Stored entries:

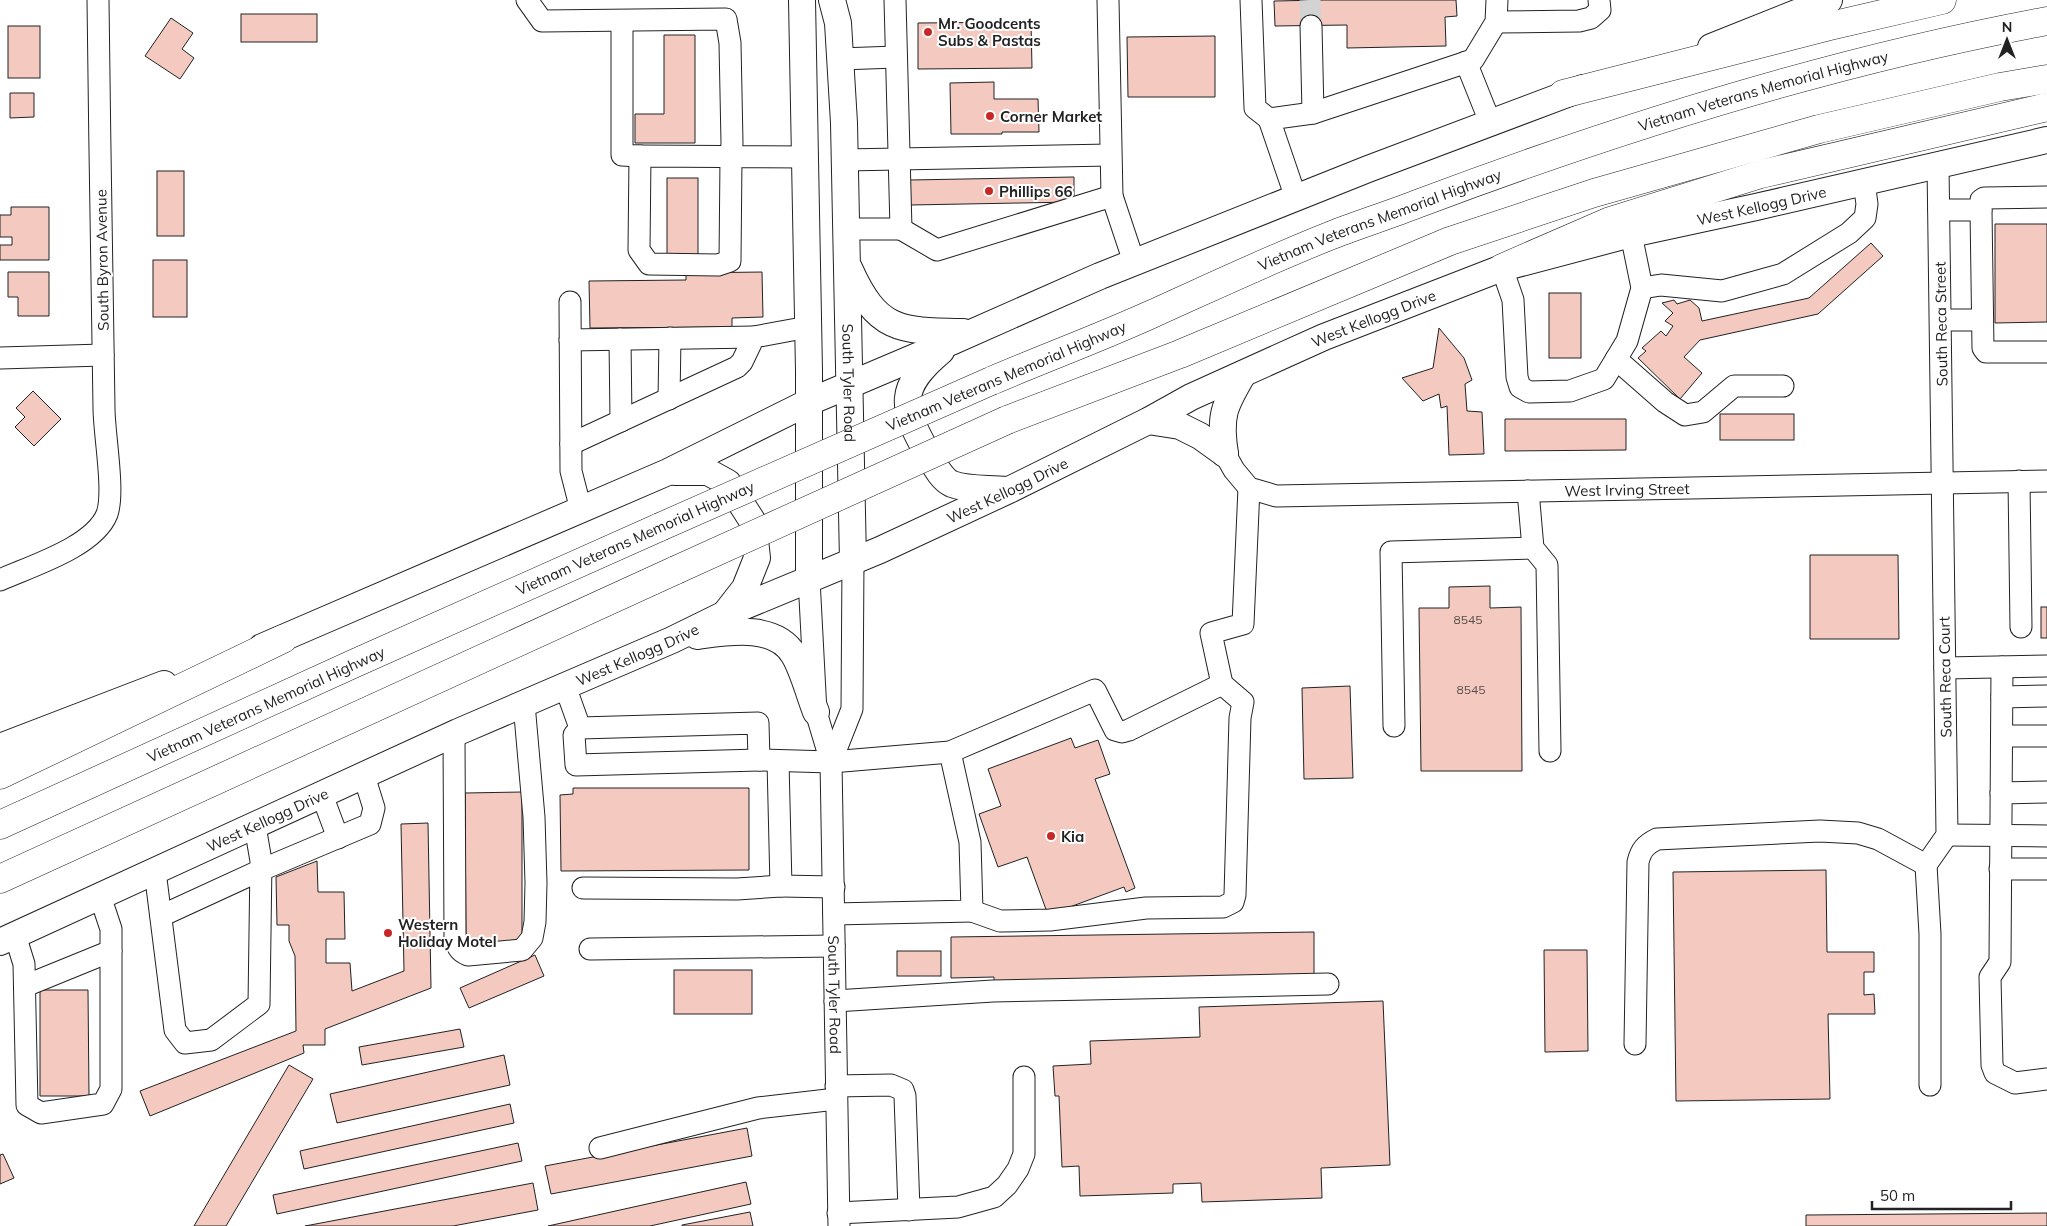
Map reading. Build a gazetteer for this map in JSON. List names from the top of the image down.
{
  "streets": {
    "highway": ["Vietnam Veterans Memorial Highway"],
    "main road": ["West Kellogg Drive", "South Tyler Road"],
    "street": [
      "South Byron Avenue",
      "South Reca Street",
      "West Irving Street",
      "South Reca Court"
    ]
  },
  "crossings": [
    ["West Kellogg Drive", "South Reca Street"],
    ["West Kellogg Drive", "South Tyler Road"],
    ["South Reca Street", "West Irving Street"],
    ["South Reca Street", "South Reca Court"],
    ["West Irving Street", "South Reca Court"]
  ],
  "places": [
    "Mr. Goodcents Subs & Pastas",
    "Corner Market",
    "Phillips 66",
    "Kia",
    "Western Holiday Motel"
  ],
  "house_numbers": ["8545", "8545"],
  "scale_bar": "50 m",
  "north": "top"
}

> **Exercise**: The lines to show are those in the data above that include "Kellogg".

> **Task response**:
    "main road": ["West Kellogg Drive", "South Tyler Road"],
    ["West Kellogg Drive", "South Reca Street"],
    ["West Kellogg Drive", "South Tyler Road"],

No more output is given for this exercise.